A Supposed 'Spike' in Assaults on Border Agents Is Being Driven by Very Shady Math

Immigration

Vice President Mike Pence said last month that a spike in assaults against Border Patrol agents was one of the most shocking stories he’d heard in the last year.

“Attacks on our Border Patrol agents [in the last year] increased by 73 percent,” Pence said.

It turns out the statistics the vice president cited were shocking because the methodology the Border Patrol uses to track assaults is itself shocking.

For years, the agency tracked the number of assaults by simply counting the number of agents who were assaulted, like most law enforcement agencies.

But in 2015, the Border Patrol started counting assaults in a bizarre new way, according to a new report from the Intercept (emphasis mine):

[T]he agency apparently veered sharply from traditional reporting practices to a new system that counts the number of agents assaulted during an incident, then multiplies that figure by the number of perpetrators and the weapons used, thus neatly reversing the downward trend on the number of assaults.

With this new tracking method, the Border Patrol was able to claim that in 2017 there were “786 assaults, a spike of 73 percent, even as apprehensions fell from 415,816 to 310,532,” the site noted.

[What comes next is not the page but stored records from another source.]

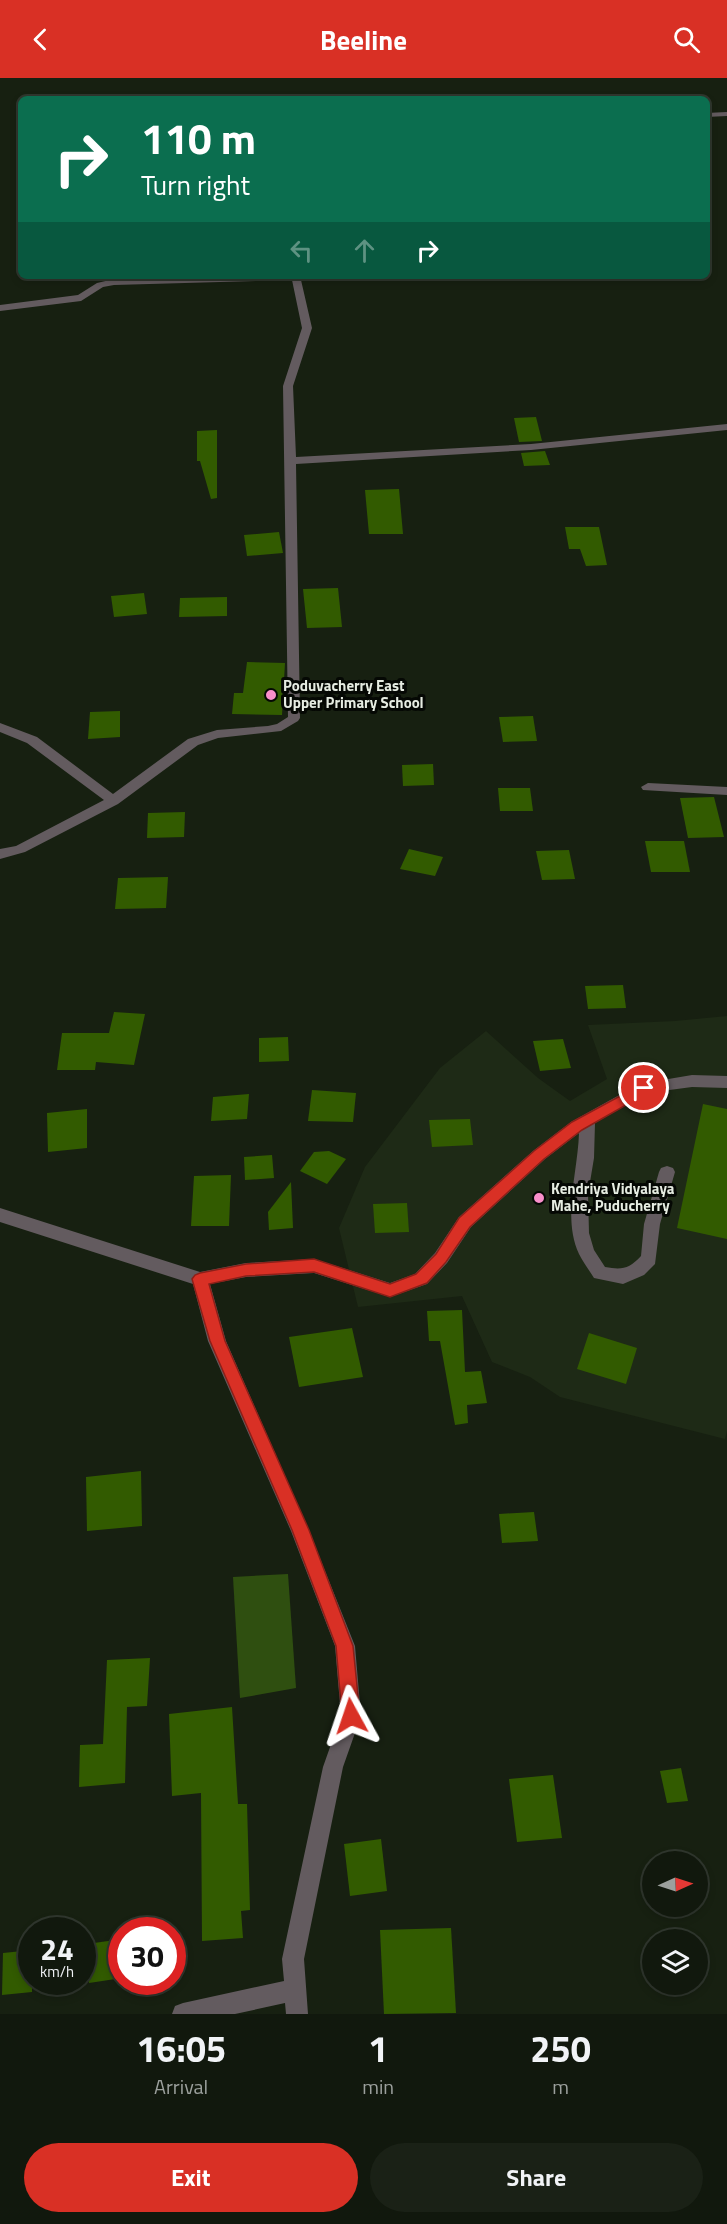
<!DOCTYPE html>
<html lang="en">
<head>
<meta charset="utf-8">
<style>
	body { margin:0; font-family:"Titillium Web",sans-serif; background:#1a2116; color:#f1f3f6; height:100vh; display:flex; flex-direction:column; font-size:22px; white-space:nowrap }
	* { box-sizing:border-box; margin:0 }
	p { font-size:20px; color:#9ca09d }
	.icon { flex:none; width:33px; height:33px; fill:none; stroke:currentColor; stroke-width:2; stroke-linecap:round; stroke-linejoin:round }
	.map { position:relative; height:1936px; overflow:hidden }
	.panel { display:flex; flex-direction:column; background:#11180d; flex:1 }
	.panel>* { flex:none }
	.top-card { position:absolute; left:18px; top:18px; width:692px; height:183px; border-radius:9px; box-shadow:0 3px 9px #0003,0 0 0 2px #30372e; background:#0b6e4f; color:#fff; overflow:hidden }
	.needle { width:39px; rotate:87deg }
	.tools { position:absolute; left:642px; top:1773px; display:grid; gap:12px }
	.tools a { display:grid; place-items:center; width:66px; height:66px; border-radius:50%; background:#11180d; box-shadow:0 3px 9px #0003,0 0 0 2px #30372e; font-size:30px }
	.speed { position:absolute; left:18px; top:1839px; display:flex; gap:12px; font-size:30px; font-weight:700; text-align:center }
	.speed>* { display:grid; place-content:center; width:78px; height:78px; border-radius:50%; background:#11180d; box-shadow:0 3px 9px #0003,0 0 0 2px #30372e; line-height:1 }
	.speed small { font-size:15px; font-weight:400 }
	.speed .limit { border:9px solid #d22; background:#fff; color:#111 }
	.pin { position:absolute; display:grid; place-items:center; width:51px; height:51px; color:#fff; margin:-26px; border:3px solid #fff; border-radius:50%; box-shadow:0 2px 6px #0007 }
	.me { position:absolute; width:66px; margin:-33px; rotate:355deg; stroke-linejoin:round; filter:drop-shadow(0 0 4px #0008) }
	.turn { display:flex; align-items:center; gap:21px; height:126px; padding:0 24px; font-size:27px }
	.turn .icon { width:78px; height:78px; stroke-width:2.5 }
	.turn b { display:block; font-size:42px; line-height:51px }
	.lanes { display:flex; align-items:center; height:57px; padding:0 24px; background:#0003; justify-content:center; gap:30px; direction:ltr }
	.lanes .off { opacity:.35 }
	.eta { display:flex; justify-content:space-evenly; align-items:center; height:102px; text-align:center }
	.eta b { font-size:36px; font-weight:700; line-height:42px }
	.primary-button { display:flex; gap:12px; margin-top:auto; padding:12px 24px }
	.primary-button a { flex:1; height:69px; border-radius:36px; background:#d93025; color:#fff; font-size:24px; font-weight:700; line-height:69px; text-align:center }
	.primary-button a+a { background:#1a2116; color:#f1f3f6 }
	header { display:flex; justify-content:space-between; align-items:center; height:78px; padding:0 24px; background:#d93025; color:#fff; font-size:27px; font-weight:700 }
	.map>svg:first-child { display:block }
	.built { fill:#1e2a16 }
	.water { fill:#2f4f10 }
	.building { fill:#325b00 }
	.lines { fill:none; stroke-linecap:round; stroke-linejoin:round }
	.street { fill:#635b5f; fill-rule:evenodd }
	.route { fill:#d93025; stroke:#8d1f18; stroke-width:1.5 }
	.poi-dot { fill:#f98fca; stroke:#050804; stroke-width:2 }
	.labels { text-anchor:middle; stroke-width:6; stroke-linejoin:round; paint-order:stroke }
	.poi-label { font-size:15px; font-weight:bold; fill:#e6ece2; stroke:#050804; text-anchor:start }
</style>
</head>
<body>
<header><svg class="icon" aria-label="back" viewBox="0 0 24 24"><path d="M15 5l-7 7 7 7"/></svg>Beeline<svg class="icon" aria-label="search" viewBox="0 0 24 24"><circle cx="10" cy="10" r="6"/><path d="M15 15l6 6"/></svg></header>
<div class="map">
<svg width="727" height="1936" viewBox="0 0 727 1936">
	<rect width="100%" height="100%" fill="#172011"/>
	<path class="built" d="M727,938V1353L725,1361L560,1319L530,1299L492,1284L462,1218L358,1229L339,1150L365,1089L440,990L486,953L538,1000L570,1023L607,1001L588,947L675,943Z"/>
	<path class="water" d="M288,1496L296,1610L240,1620L233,1499Z"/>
	<g class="building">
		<path d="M536,339L542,363L519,364L514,340Z"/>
		<path d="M217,352V420L211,421L200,383H197V353Z"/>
		<path d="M545,373L550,387L524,388L521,375Z"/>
		<path d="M399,411L403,456H369L365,412Z"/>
		<path d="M565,449H599L607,487L586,488L580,471H569Z"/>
		<path d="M279,454L283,475L247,478L244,457Z"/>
		<path d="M338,510L342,549L307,550L303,511Z"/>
		<path d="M144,515L147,536L114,539L111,518Z"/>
		<path d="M227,519V538L179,539L180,520Z"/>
		<path d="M247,584L285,585L282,637L232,636L234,615H243Z"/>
		<path d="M120,633V659L88,661L90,634Z"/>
		<path d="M533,638L537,663L503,664L499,639Z"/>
		<path d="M433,686L434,707L403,708L402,687Z"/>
		<path d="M498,710H530L533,733H500Z"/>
		<path d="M714,719L724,759L688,760L680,720Z"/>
		<path d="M185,734L184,759L147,760L148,735Z"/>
		<path d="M645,763H684L690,794H651Z"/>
		<path d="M409,771L443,779L435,798L400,791Z"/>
		<path d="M569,772L575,801L542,802L536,773Z"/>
		<path d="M168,799L166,830L115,831L118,800Z"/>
		<path d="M623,907L626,930L588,931L585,908Z"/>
		<path d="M114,934L145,936L134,987L96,984L95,992H57L62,955H109Z"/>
		<path d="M288,959L289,983L259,984V960Z"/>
		<path d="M563,961L571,990L540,993L533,963Z"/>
		<path d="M312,1012L356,1015L353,1044L308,1043Z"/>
		<path d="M249,1016L247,1041L211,1043L213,1019Z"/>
		<path d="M703,1026L727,1031V1161L677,1150Z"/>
		<path d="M87,1031V1070L48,1074L47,1035Z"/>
		<path d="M470,1041L473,1067L432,1069L429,1042Z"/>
		<path d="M329,1073L346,1081L327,1106L300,1093L314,1074Z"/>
		<path d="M272,1077L274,1100L245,1102L244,1079Z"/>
		<path d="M231,1097L229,1148H191L194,1098Z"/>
		<path d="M291,1104L293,1150L269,1152L268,1134Z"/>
		<path d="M407,1125L409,1154L375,1155L373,1126Z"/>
		<path d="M462,1232L465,1294L481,1293L487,1325L467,1327L468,1345L455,1347L440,1263H429L427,1233Z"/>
		<path d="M352,1250L363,1299L299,1309L289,1259Z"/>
		<path d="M589,1255L637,1270L626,1306L577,1291Z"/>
		<path d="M141,1393L142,1448L87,1453L86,1399Z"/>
		<path d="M534,1434L538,1463L502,1465L499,1436Z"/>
		<path d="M150,1580L147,1628L127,1629L125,1705L79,1709L80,1667L103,1666L107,1582Z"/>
		<path d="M232,1629L238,1726H247L250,1832L241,1833L243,1860L202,1863L201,1715L172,1718L169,1636Z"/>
		<path d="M681,1690L688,1723L667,1725L660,1693Z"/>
		<path d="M553,1697L562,1760L517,1764L509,1701Z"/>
		<path d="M381,1761L387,1813L350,1818L344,1766Z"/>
		<path d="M451,1850L456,1935L384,1936L380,1852Z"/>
		<path d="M122,1861V1900L89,1905L87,1866Z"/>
		<path d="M32,1872V1914L2,1917L3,1875Z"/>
	</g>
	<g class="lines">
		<g class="street">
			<path d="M727,34V38L706,39V35Z"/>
			<path d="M245,198H364L359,201L301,202L312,250L293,308L296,379L531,366L727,346V352L531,372L296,386L300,640L298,643L281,653L218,660L198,667L118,726L25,774L0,781V771L16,768L104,722L27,665L0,654V645L37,659L113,716L188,661L217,652L268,648L277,646L288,639L283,308L302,250L292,202L114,207L103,209L81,223L0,233V227L78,217L97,205L114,201Z"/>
			<path d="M648,705L727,709V717L643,712L641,709Z"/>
			<path d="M692,997L727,998V1010L692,1009L647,1015L595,1045L594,1080L588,1116L589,1155L594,1172L605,1189C622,1192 629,1191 641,1178L644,1146L659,1094L661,1090L667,1088L673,1090L675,1094L660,1146L655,1186L644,1197L623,1206L594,1200C589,1192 583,1184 579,1176C562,1140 578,1093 579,1055L545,1081L471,1149L447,1185L427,1206L390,1219L314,1195L246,1199L210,1206L226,1263L309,1453L355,1568L361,1638L343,1689L304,1881L308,1936H286L285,1925L235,1936H172L175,1928L183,1925L284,1903L282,1881L323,1689L341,1638L335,1568L291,1453L208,1263L193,1206L0,1144V1130L200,1194L246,1185L314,1181L390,1205L415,1196L435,1175L459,1139L533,1073L571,1044L639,1006Z"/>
		</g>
	</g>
	<path class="route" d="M644,1005L649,1006L651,1010L649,1014L582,1052L544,1081L470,1149L446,1184L427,1205L390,1219L314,1194L246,1198L209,1206L225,1263L309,1452L353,1568L360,1638L357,1644L351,1647L344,1644L342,1638L336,1568L292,1452L210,1263L192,1201L195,1197L200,1195L246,1186L314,1181L390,1206L416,1196L436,1176L459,1140L534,1073L572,1044Z"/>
	<g class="poi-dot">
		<circle cx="271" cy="617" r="6"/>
		<circle cx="539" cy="1120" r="6"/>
	</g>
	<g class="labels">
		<g class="poi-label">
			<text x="283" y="613">Poduvacherry East<tspan x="283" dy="17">Upper Primary School</tspan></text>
			<text x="551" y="1116">Kendriya Vidyalaya<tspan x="551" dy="17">Mahe, Puducherry</tspan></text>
		</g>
	</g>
</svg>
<div class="tools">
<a><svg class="needle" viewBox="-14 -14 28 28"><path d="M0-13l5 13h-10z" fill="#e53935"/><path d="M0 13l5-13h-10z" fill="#9ca09d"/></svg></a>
<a><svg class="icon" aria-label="layers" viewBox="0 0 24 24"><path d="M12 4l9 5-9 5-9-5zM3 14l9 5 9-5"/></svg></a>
</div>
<div class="speed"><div>24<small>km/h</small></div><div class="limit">30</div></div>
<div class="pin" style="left:644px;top:1010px;background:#d93025"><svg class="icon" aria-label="arrive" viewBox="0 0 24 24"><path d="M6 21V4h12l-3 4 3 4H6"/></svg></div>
<svg class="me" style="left:351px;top:1638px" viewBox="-20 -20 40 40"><path d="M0-17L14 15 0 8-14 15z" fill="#d93025" stroke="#fff" stroke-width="4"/></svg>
<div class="top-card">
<div class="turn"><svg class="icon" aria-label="right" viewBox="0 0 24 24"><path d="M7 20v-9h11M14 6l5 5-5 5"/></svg><div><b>110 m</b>Turn right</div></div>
<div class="lanes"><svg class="icon off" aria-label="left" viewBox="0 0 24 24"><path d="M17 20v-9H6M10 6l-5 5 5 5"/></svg><svg class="icon off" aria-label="ahead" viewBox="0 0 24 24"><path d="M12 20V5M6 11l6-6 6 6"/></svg><svg class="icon" aria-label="right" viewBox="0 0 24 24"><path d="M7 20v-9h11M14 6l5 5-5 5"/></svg></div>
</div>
</div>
<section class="panel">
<div class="eta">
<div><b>16:05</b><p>Arrival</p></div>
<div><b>1</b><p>min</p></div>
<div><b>250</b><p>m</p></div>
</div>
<div class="primary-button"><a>Exit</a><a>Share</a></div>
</section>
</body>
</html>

The Intercept looked into data and found one major source of that “spike” came from a single day in the Rio Grande Valley. The data showed there were “271 purported assaults” when seven agents were assaulted:

In response to questions from The Intercept, Coleman explained in an email that “an incident in the Rio Grande Valley Sector on February 14, 2017, involved seven U.S. Border Patrol Agents assaulted by six subjects utilizing three different types of projectiles (rocks, bottles, and tree branches), totaling 126 assaults.”
According to conventional law enforcement accounting, this single incident should have been tallied as seven agents assaulted — not seven agents times six perpetrators times three projectiles.

A Customs and Border Patrol spokesperson told the site that the new formula was simply “the most transparent method of reporting.”

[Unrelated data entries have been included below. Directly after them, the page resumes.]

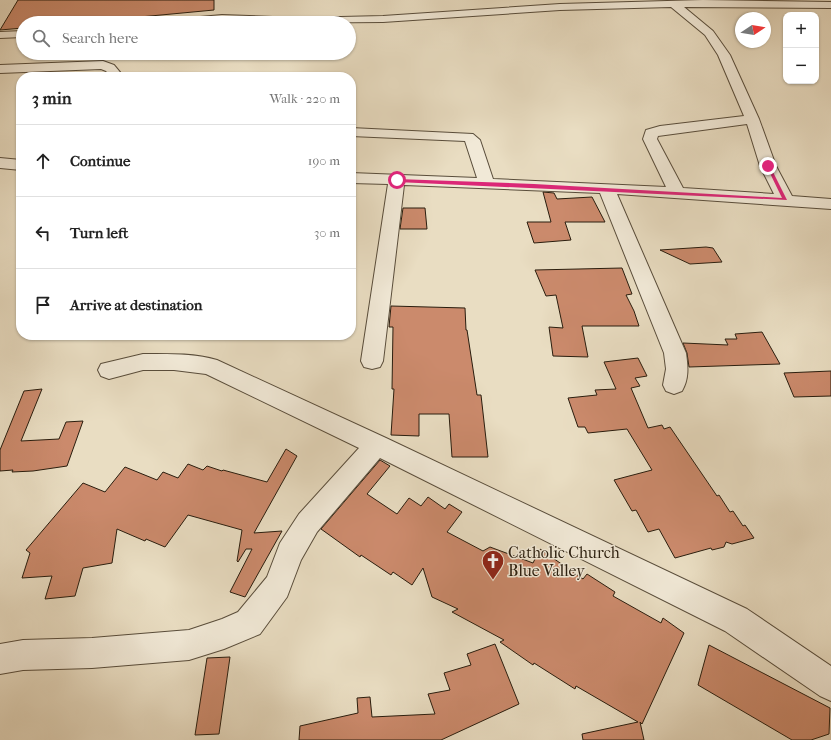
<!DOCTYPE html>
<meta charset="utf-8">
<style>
body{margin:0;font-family:"IM FELL French Canon",serif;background:#f6f6f6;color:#222}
.controls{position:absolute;right:12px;top:12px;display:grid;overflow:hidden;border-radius:8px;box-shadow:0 1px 3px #0004}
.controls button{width:36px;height:36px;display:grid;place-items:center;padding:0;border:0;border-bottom:1px solid #e0e0e0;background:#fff;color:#222;font:20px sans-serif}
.compass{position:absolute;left:735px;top:12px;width:36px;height:36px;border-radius:50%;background:#fff;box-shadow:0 1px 3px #0004;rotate:78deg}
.stop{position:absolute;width:12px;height:12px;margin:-9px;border:3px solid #db2777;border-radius:50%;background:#fff}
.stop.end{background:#db2777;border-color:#fff;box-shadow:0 1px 4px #0008}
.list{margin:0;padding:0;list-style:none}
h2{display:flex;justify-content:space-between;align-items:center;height:52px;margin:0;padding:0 16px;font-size:17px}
h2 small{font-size:13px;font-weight:400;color:#767676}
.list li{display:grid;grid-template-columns:26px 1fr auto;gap:12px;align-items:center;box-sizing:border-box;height:72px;padding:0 16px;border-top:1px solid #e0e0e0}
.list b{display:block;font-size:15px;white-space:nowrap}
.list em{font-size:13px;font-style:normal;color:#767676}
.icon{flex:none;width:22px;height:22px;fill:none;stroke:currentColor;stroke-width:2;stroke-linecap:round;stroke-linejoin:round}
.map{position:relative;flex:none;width:831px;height:740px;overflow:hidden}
.search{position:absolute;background:#fff;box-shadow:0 1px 3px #0004;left:16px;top:16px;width:340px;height:44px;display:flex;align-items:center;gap:10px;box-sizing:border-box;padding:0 14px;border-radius:22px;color:#767676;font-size:15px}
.panel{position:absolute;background:#fff;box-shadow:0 1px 3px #0004;left:16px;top:72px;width:340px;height:268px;border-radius:16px}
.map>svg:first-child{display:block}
</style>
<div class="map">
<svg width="831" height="740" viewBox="0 0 831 740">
<rect width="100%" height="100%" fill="#e9ddc2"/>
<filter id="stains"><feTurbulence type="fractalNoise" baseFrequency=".005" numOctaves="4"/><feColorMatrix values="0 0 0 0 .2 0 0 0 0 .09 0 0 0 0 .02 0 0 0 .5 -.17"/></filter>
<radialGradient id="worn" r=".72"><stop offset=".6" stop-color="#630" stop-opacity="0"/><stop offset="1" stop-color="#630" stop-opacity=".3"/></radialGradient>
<g fill="#cb8a6c" stroke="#291d0e">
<polygon points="18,0 214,0 214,10 76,23 23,23 23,28 0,30"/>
<polygon points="543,192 554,193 557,199 592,197 605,222 565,222 571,240 534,243 527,222 551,222"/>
<polygon points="403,208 425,208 427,229 400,229"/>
<polygon points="706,247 713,248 722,262 690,264 660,250"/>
<polygon points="622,268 632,294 626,295 634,311 639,326 582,326 588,357 553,356 549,327 563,328 556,295 546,296 535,270"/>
<polygon points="391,306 465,308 466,330 467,330 477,395 481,395 488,457 452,457 449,414 419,414 419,436 391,435 394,389 392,389 393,327 389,327"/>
<polygon points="762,332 780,364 689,367 687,353 683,343 728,345 725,339 737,339 735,334"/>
<polygon points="638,358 647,376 635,378 640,386 631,388 648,428 662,425 664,429 670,427 717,496 719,495 730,512 733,511 743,526 745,525 754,538 732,544 726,542 724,547 712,550 711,548 675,558 659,529 648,532 636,510 632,511 614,480 652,470 627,429 588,433 585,427 578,427 568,398 597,395 595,390 616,389 604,362"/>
<polygon points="831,371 831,396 794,397 784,373"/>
<polygon points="42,389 21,441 59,439 66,422 83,421 67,466 33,471 12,472 13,470 0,471 0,450 24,391"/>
<polygon points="286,449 297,456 254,533 282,531 245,597 230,592 252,549 246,549 238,562 237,561 242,530 188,515 165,547 146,539 145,541 117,529 112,563 83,568 75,596 45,599 52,576 22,578 30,553 26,550 83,483 105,492 125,467 157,480 163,472 178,478 188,464 203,470 207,466 222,471 223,470 267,482"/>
<polygon points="380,460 390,466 367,494 397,514 409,498 421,506 428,497 445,509 449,504 462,512 447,532 483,551 490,547 533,563 540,549 583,579 587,574 615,592 613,596 661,623 663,618 684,633 642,724 640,722 644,740 583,740 582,734 638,722 576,686 575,689 534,663 533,665 500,642 504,640 452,612 458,609 432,597 423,568 412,585 393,572 391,575 361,555 360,557 321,529"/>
<polygon points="495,644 519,704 441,740 299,740 300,726 358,713 357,698 370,697 372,717 435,714 428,694 450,690 444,673 471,665 467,654"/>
<polygon points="709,645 830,708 829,734 811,740 792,740 698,685"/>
<polygon points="230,657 219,734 195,735 207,658"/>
</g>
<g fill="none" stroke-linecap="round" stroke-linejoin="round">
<g stroke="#594d3b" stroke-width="2">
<g id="minor">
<path d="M703 0 831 2V8L684 7 713 31 730 55 759 119 776 166 792 196 831 199V209L617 194 686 353C688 367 689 379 682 391L674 394 666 391 663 385 666 369 664 353 600 193 404 185 383 361 380 367 372 369 364 367 361 361 388 184 351 183V173L477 178 465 141 351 136V128L473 134 480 140 493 179 666 187 643 139 646 130 660 126 744 116 718 55 705 35 671 7 560 10 383 22 264 23 222 21 161 23 167 20 222 15 298 18 383 16 560 4ZM747 124 760 166 774 194 683 188 657 139 658 136Z"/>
<polygon points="23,31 23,37 0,38 0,32"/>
<polygon points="103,61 114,65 124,77 111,77 106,71 101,69 0,73 0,65"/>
<polygon points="0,158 21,160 21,170 0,168"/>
<path d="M143 354C167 354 193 353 217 360L386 438 747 609 831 666V701L820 696 725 631 380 458 317 532 301 560 287 597 260 634 224 649 189 660 92 668 23 670 0 674V644L23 640 92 638 189 630 222 619 238 612 267 577 280 543 299 514 359 448 206 374 174 370H143L109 379 101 376 98 370 101 364Z"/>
</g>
</g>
<use href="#minor" fill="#f1e9d7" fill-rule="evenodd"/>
</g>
<polygon fill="#db2777" points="766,165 770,166 787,200 397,182 394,180 397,179 534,184 782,198"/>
<defs>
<g id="church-pin" transform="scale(1.15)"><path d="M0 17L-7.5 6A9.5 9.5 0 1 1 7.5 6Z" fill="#8f2418" stroke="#f1e9d7"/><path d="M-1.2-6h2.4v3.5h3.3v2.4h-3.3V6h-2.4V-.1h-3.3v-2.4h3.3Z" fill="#fff"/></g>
</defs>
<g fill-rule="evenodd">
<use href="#church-pin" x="493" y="561"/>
</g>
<g text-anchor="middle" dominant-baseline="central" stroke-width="3" stroke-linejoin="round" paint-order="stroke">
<g font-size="16" fill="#291d0e" stroke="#f1e9d7" text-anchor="start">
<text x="508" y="552">Catholic Church<tspan x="508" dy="18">Blue Valley</tspan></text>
</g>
</g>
<rect width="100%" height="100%" filter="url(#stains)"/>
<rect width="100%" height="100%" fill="url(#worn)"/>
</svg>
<div class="controls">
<button>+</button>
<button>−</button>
</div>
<svg class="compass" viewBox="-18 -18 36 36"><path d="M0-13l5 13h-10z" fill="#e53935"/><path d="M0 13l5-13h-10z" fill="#767676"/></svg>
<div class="stop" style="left:397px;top:180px"></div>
<div class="stop end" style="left:768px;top:166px"></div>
<div class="search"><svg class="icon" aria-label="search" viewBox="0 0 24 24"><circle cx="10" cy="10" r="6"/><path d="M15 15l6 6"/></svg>Search here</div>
<section class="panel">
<h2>3 min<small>Walk · 220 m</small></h2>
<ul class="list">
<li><svg class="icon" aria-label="ahead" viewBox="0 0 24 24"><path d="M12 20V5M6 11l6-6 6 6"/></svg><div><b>Continue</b></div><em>190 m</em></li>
<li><svg class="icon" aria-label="left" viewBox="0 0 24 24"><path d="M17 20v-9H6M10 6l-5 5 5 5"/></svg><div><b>Turn left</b></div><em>30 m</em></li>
<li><svg class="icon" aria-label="arrive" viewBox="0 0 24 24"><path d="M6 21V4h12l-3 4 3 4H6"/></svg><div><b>Arrive at destination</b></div></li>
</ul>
</section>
</div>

News outlets went on to report the pseudo-spike in attacks against Border Patrol agents with no mention of the new methodology. This resulted in headlines like Newsweek’s “Under Trump, violence skyrockets against U.S. Agents at Mexico border, officials say.” Breitbart claimed, “Border Patrol agents are reported to be the most assaulted of all federal law enforcement agents and officers.”

There are some legitimate Border Patrol-related abuse reports in the news. The Mexican government claims Border Patrol agents are illegally dumping people over the border, for instance. And worse, a lawsuit has accused Border Patrol agents of illegally turning people away who are seeking asylum.